Moms and dads of gender-diverse children, you are not alone
Lessons about adapting and coping from a monthly support group.
We walked into the large room and were surprised to see so many people. Adults and teenagers occupied all the available chairs. Most of us looked uncomfortable, as though we weren’t sure we’d come to the right place.
One of the coordinators, a practicing psychologist, opened the meeting.
“We’re delighted to see so many of you! It’s taken a long time to get this support group off the ground, and we are excited. It’s obvious that there’s a dire need for it.”
It was comforting to hear that all of us had shared the same dilemma: finding a safe space to meet with other parents whose children had come out as transgender, non-binary, or gender-diverse.
A space where we could meet monthly, share our stories, and find support, and where our children could meet others like themselves, going through the same difficult journey.
We needed reassurance that we were not alone, confirmation that our children were not freaks. It hadn’t been easy dealing with something so unusual, so easily the target of mockery and abuse, so potentially damaging to our beloved children.
To find others in the same boat was a huge comfort and relief.
The second coordinator, the mother of a trans boy and an advocate for trans rights, explained the structure of the monthly meetings. The children would go into a separate room, with two coordinators who work with young people.
The rest of us would remain behind to talk about our own experiences, ask questions, and raise issues of concern. As people began to introduce themselves, my mind went back to our own journey.
Our daughter had been assigned male at birth — we soon learned the appropriate words and phrases used in gender-diverse circles — but had always behaved like a typical girl.
Believing ourselves to be open-minded parents, we bought her the dolls she craved and allowed her to dress up at home. Cashiers at toy shops would glare at her and say: “Is this doll for you?”
We would say, “It’s for our daughter.” Not actually a lie, but we didn’t know it at the time!
At the age of 13, our daughter came out as transgender. We weren’t sure what that meant but once we learnt, we were shocked. We spoke about it. Then came denial.
We discussed it thoroughly and did a lot of reading. We finally accepted that she truly believed herself to be a girl.
What could we do? You love your child, you want to do what’s in their best interests, you want to support them, no matter how hard it is.

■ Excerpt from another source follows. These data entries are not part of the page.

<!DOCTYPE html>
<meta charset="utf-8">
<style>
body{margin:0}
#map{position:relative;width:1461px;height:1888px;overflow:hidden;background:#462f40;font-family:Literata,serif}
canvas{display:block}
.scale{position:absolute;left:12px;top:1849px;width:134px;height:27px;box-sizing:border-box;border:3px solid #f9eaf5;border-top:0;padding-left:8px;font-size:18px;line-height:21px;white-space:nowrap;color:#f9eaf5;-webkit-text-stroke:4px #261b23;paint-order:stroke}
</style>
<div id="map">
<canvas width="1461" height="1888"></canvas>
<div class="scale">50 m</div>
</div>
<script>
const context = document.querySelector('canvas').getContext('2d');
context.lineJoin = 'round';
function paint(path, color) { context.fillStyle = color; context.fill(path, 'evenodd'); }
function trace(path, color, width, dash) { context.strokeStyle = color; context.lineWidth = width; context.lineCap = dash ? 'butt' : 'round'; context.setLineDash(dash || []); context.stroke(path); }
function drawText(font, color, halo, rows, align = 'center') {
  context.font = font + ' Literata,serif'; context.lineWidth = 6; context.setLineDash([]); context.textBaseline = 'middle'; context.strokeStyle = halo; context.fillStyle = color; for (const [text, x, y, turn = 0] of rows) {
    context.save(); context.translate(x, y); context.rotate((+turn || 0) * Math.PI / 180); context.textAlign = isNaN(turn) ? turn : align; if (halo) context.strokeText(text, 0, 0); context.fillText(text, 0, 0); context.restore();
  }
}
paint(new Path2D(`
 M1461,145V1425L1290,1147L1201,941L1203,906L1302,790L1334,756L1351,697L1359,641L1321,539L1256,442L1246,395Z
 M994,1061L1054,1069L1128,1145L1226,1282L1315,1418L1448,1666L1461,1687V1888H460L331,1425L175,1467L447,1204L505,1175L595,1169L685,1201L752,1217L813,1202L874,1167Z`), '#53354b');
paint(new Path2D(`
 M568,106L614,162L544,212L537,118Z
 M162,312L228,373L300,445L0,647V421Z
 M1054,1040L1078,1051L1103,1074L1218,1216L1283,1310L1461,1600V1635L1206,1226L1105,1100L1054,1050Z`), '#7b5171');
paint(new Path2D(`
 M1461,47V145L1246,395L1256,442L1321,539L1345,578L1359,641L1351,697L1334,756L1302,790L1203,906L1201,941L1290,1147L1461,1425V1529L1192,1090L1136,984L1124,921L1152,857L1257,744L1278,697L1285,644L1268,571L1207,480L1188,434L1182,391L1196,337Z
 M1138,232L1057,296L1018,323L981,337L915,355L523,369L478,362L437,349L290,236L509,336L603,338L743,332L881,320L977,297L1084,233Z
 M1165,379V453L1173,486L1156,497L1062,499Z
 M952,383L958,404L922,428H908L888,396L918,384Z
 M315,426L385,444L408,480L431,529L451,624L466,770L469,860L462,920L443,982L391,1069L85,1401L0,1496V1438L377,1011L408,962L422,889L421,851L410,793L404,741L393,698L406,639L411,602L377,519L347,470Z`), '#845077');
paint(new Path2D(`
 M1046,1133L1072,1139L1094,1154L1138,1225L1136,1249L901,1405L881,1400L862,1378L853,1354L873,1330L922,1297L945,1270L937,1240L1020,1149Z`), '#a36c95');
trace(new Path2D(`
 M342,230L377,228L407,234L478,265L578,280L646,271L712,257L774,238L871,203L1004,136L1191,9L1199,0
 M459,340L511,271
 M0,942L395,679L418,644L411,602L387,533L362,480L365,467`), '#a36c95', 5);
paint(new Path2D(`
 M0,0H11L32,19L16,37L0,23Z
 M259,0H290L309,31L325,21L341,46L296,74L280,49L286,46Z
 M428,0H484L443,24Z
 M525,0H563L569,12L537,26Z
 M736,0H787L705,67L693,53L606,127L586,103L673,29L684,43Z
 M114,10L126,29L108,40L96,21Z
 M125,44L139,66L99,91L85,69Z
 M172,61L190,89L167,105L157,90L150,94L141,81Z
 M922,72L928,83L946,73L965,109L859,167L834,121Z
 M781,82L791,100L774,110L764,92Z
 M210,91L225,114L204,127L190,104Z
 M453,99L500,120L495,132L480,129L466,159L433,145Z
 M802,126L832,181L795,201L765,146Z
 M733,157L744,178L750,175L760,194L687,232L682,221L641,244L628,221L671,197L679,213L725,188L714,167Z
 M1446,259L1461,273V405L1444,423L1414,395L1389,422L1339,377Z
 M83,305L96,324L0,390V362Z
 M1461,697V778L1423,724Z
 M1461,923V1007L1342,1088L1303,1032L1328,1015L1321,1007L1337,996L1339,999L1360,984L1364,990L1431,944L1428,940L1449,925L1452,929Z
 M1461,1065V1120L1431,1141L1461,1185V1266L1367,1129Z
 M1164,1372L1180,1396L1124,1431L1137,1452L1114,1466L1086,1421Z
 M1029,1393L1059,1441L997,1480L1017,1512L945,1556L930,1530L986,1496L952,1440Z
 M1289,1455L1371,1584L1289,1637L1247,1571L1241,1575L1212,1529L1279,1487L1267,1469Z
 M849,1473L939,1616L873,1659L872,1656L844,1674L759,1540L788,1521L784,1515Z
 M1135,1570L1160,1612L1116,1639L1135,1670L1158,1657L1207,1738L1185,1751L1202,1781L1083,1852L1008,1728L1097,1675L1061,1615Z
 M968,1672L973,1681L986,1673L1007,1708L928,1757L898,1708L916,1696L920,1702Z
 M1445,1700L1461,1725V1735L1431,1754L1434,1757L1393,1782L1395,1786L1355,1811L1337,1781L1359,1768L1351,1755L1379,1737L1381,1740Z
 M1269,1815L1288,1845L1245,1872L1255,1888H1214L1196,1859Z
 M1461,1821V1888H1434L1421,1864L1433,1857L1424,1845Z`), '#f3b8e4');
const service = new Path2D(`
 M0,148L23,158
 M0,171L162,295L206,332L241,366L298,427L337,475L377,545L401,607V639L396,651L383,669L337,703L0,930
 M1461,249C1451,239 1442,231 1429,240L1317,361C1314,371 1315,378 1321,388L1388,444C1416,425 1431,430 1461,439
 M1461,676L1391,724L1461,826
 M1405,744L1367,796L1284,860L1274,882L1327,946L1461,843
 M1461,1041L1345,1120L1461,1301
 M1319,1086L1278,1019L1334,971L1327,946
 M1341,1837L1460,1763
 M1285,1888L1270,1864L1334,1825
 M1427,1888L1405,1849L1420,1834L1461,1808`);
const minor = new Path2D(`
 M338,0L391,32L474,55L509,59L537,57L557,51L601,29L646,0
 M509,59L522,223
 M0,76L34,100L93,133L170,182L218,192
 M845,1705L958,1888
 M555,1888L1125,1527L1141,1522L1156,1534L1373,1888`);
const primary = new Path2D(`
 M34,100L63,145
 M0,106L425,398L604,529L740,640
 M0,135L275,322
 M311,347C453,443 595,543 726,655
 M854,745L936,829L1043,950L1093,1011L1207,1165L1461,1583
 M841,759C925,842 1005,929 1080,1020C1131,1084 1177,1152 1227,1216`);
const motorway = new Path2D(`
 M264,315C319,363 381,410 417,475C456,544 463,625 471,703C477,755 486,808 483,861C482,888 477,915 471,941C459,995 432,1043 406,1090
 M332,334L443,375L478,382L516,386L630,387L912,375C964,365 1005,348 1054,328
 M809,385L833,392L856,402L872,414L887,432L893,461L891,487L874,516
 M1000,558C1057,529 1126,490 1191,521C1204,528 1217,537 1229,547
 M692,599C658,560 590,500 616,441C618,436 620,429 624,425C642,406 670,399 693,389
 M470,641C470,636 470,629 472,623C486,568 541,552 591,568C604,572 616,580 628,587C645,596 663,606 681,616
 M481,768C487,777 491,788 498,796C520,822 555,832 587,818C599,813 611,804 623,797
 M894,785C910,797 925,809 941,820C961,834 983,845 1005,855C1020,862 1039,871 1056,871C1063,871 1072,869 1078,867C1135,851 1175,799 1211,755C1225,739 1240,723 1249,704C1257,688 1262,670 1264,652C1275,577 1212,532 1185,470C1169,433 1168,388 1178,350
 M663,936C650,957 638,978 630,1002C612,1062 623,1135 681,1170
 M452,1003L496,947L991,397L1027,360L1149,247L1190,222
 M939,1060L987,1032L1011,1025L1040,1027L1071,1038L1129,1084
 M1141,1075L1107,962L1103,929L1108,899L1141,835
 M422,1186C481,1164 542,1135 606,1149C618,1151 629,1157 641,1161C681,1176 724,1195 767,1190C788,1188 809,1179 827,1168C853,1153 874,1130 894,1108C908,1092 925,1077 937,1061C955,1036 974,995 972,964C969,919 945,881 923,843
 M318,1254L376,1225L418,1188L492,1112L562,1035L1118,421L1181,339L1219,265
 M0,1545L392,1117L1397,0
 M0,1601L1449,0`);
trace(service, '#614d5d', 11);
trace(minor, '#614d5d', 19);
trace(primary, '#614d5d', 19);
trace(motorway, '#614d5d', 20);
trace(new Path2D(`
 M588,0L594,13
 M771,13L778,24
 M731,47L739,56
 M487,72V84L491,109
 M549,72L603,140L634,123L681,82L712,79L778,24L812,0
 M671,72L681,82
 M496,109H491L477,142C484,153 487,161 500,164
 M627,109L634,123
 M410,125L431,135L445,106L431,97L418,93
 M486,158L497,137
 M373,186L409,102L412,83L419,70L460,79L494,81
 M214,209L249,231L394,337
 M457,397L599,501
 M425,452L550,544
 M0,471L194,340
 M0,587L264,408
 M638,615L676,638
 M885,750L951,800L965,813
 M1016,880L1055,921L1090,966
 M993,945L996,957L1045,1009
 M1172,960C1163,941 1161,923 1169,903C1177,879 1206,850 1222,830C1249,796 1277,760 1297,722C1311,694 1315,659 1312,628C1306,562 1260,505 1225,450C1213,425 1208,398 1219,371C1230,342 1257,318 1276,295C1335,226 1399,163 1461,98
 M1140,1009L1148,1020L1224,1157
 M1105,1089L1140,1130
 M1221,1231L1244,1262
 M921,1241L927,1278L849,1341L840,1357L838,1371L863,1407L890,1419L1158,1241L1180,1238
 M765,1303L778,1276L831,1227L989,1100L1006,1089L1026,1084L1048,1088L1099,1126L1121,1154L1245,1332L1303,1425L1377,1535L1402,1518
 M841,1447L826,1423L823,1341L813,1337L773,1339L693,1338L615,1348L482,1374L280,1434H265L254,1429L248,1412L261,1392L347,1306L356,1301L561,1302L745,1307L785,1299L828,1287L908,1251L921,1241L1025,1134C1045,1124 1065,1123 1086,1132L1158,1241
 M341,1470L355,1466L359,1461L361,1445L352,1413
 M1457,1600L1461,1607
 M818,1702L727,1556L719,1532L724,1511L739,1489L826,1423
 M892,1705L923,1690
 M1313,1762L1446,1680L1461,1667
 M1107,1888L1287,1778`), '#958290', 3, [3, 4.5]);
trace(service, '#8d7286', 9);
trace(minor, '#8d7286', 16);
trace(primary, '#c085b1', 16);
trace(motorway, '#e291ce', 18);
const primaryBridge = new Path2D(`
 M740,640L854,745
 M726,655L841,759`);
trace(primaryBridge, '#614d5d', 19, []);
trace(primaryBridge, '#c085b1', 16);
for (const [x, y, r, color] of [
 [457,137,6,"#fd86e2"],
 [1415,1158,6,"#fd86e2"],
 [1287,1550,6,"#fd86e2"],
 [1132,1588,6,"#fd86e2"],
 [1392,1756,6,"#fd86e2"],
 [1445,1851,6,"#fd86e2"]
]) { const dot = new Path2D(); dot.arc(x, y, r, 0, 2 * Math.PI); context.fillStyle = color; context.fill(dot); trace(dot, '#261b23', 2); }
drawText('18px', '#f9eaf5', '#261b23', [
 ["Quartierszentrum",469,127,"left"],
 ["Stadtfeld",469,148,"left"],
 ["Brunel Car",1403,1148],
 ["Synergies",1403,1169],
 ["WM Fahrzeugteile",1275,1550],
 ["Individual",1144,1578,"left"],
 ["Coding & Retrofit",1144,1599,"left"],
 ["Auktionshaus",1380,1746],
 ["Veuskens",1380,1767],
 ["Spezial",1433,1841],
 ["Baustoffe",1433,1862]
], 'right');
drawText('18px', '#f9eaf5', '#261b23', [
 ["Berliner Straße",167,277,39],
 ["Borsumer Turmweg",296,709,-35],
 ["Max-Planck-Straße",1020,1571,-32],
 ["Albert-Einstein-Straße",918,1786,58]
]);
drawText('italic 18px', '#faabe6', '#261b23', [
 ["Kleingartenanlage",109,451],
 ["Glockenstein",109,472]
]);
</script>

We sought professional help and put her onto puberty blockers. It was the beginning of a long and challenging journey of transitioning from one gender to another.
After your child comes out, there are numerous difficulties. Learning to address your child by their chosen name and pronoun took months before it became a habit.
We had been referring to her as he/him for 13 years. Impossible to change overnight. And how do you tell extended family and friends? All at once, or one at a time? How do you handle disapproval or rejection?
What about schools? Now there’s a can of worms! Schools with experience of dealing with gender-diverse children are generally accommodating. Problems are few and well handled. Other schools are not as enlightened.
Parents might discover that a transgender girl is using the female toilets. Shock and horror! But honestly, a transgender girl is going to go through all the difficulties of being trans in order to see another girl’s genitals? Not a chance.
Many parents spoke about being compelled to move their child to another school, because the child had been harassed to the point of considering suicide.
One couple at that first meeting had a particularly poignant story to tell. Their transgender grandson had come out to his parents, only to be rejected and told to leave the house.
In despair, he had wandered around the city for days, and finally plucked up the courage to go to his grandparents. They welcomed him into their home and gave him unconditional love and support.
They had come to the meeting in the hope that they and their grandson would find acceptance and encouragement. They were not disappointed.
Which brings us to the litany of mental health issues that plague most transgender and gender-diverse children. Anxiety, depression, self-harm, suicidal ideation, and an inevitable loss of self-worth.
It was a relief to share our stories. Parents who were further along in their journey offered hope to the rest of us. The difficulties, they assured us, would become gradually easier to manage.
And now, years after our daughter came out, we can see they were right.
As we learn and grow with our children, share with others, read and research and care less about what outsiders say and think, it becomes easier.
It will always have its challenges, for both parents and children. It will always be something that sets us apart from other families, and not necessarily in a bad way.
Many of us feel blessed to have travelled so closely with our children, to have learnt so much about diversity and tolerance and the rights of all to be treated equally.
The journey doesn’t end. There’s always room for growth. More to learn, more challenges to overcome.
I believe we have become better and stronger people, and that our children have taught us the value of accepting and embracing diversity in life.